Russia suspected of massive US government hacking operation
The Trump administration acknowledged yesterday that hackers acting on behalf of a foreign government — almost certainly a Russian intelligence agency, according to federal and private experts — broke into a range of key government networks, including in the Treasury and Commerce departments, and had free access to their email systems.
Officials said a hunt was on to determine if other parts of the government had been victimised by what looked to be one of the most sophisticated, and perhaps among the largest, attacks on federal systems in the past five years. Several said a series of national security-related agencies were also affected, though it was not clear whether the systems contained highly classified material.
In public, the Trump administration said little about the hack, which suggested that while the government was worried about Russian intervention in the 2020 election, key agencies working for the administration — and unrelated to the election — were actually the subject of a sophisticated attack that they were unaware of until recent weeks.
“The United States government is aware of these reports, and we are taking all necessary steps to identify and remedy any possible issues related to this situation,” John Ullyot, the spokesman for the National Security Council, said in a statement. The Commerce Department acknowledged that one of its agencies had been targeted, without naming it, and the Department of Homeland Security’s cybersecurity agency, whose leader was fired by President Donald Trump last month for declaring there had been no widespread election fraud, said in a statement that it had been called in as well.
The motive for the attack on the Treasury and Commerce departments remains elusive, two people familiar with the matter said. One government official said it was too soon to tell how damaging the recent attacks were and how much material was lost.
The revelation came less than a week after the National Security Agency, which is responsible for both breaking into foreign computer networks and defending the federal government’s most sensitive national security systems, issued a warning that “Russian state-sponsored actors” were exploiting flaws in a system that is broadly used in the federal government.
At the time, the NSA refused to give further details of what prompted the urgent warning. Shortly afterward, FireEye, a leading cybersecurity firm, announced that hackers working for a state had stolen some of its prized tools for finding vulnerabilities in its clients’ systems, including the federal government’s.

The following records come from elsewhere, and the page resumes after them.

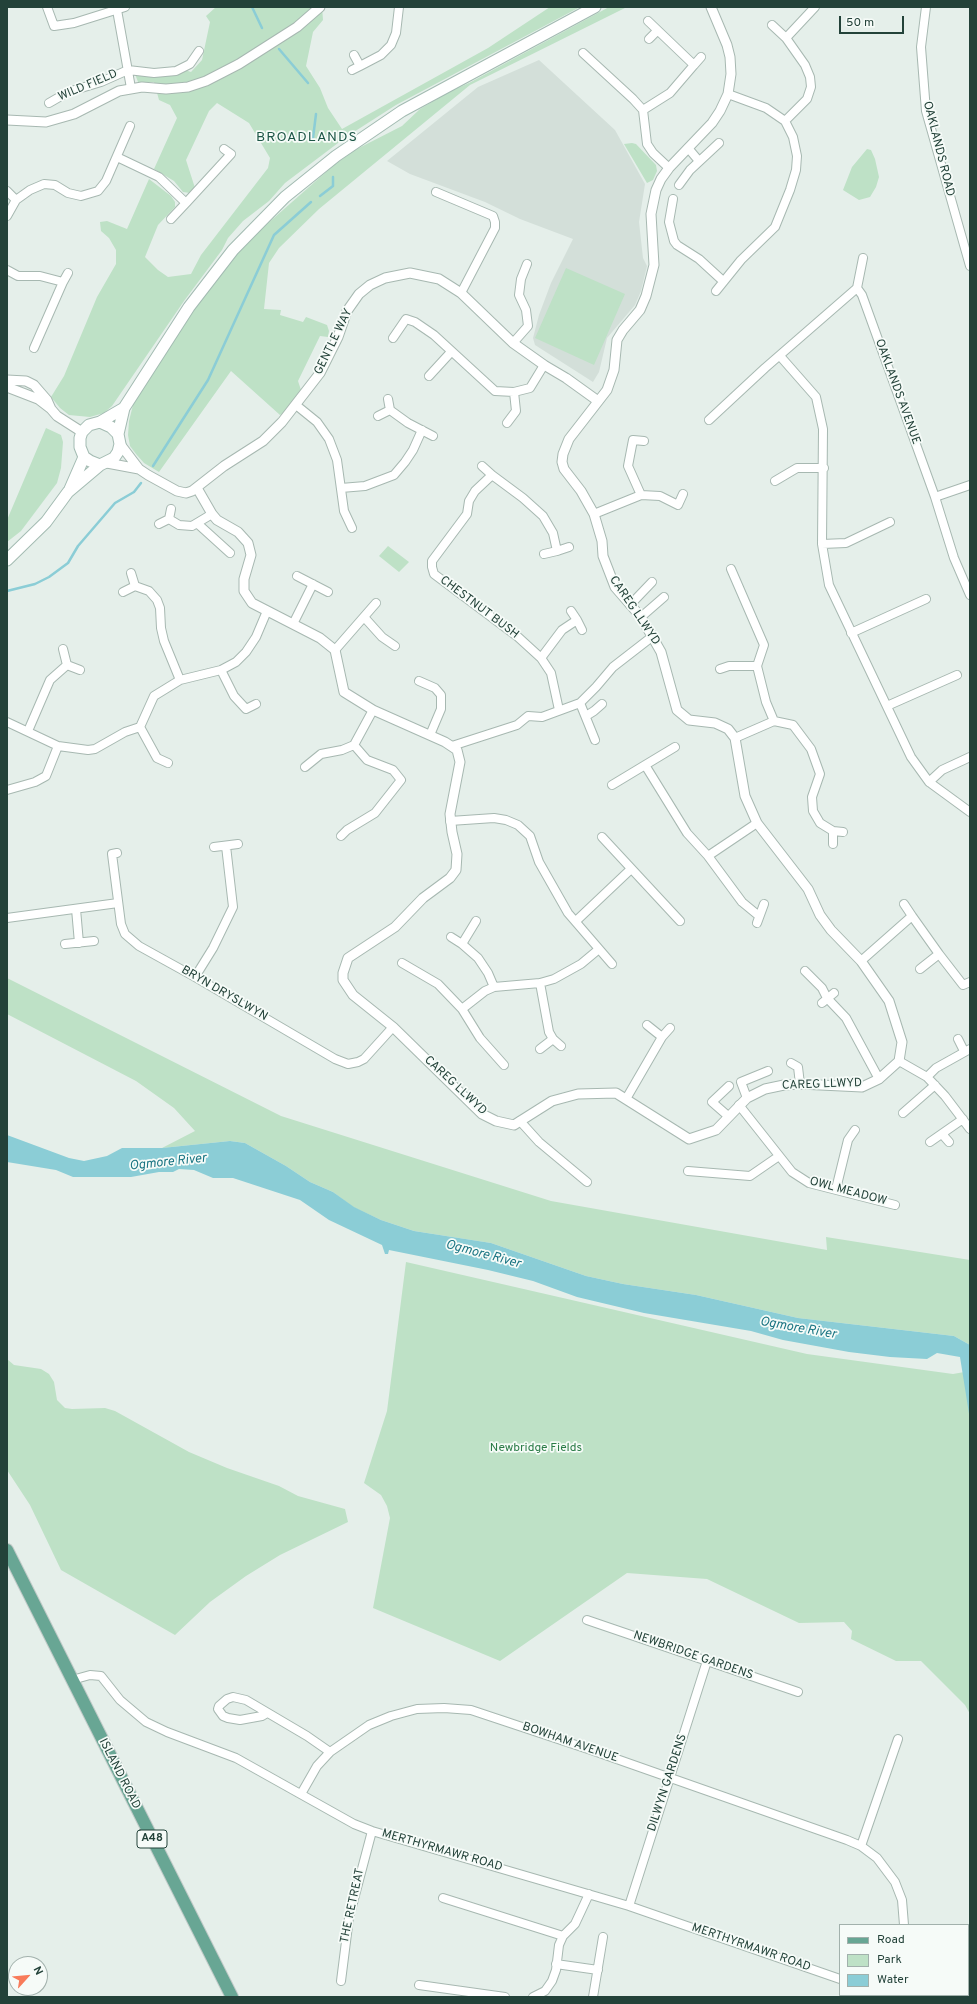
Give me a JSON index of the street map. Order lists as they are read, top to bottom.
{
  "streets": {
    "main road": ["ISLAND ROAD", "A48"],
    "street": [
      "WILD FIELD",
      "OAKLANDS ROAD",
      "GENTLE WAY",
      "OAKLANDS AVENUE",
      "CHESTNUT BUSH",
      "CAREG LLWYD",
      "BRYN DRYSLWYN",
      "OWL MEADOW",
      "NEWBRIDGE GARDENS",
      "BOWHAM AVENUE",
      "DILWYN GARDENS",
      "MERTHYRMAWR ROAD",
      "THE RETREAT"
    ]
  },
  "crossings": [
    ["GENTLE WAY", "CAREG LLWYD"],
    ["CAREG LLWYD", "BRYN DRYSLWYN"],
    ["CAREG LLWYD", "OWL MEADOW"],
    ["NEWBRIDGE GARDENS", "DILWYN GARDENS"],
    ["BOWHAM AVENUE", "DILWYN GARDENS"],
    ["BOWHAM AVENUE", "MERTHYRMAWR ROAD"],
    ["ISLAND ROAD", "MERTHYRMAWR ROAD"],
    ["DILWYN GARDENS", "MERTHYRMAWR ROAD"],
    ["MERTHYRMAWR ROAD", "THE RETREAT"]
  ],
  "districts": ["BROADLANDS"],
  "water": ["Ogmore River"],
  "parks": ["Newbridge Fields"],
  "legend": ["Road", "Park", "Water"],
  "scale_bar": "50 m",
  "north": "top right"
}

That investigation also pointed toward SVR, one of Russia’s leading intelligence agencies.
If the Russia connection is confirmed, it will be the most sophisticated known theft of US government data by Moscow since a two-year spree in 2014 and 2015 in which Russian intelligence agencies gained access to the unclassified email systems at the White House, the State Department and the Joint Chiefs of Staff.
It took years to undo the damage, but President Barack Obama decided at the time not to name the Russians as the perpetrators — a move that many in his administration now regard as a mistake.
Emboldened, the same group of hackers went on to hack the systems of the Democratic National Committee and top officials in Hillary Clinton’s campaign, touching off investigations and fears that permeated the 2020 contest.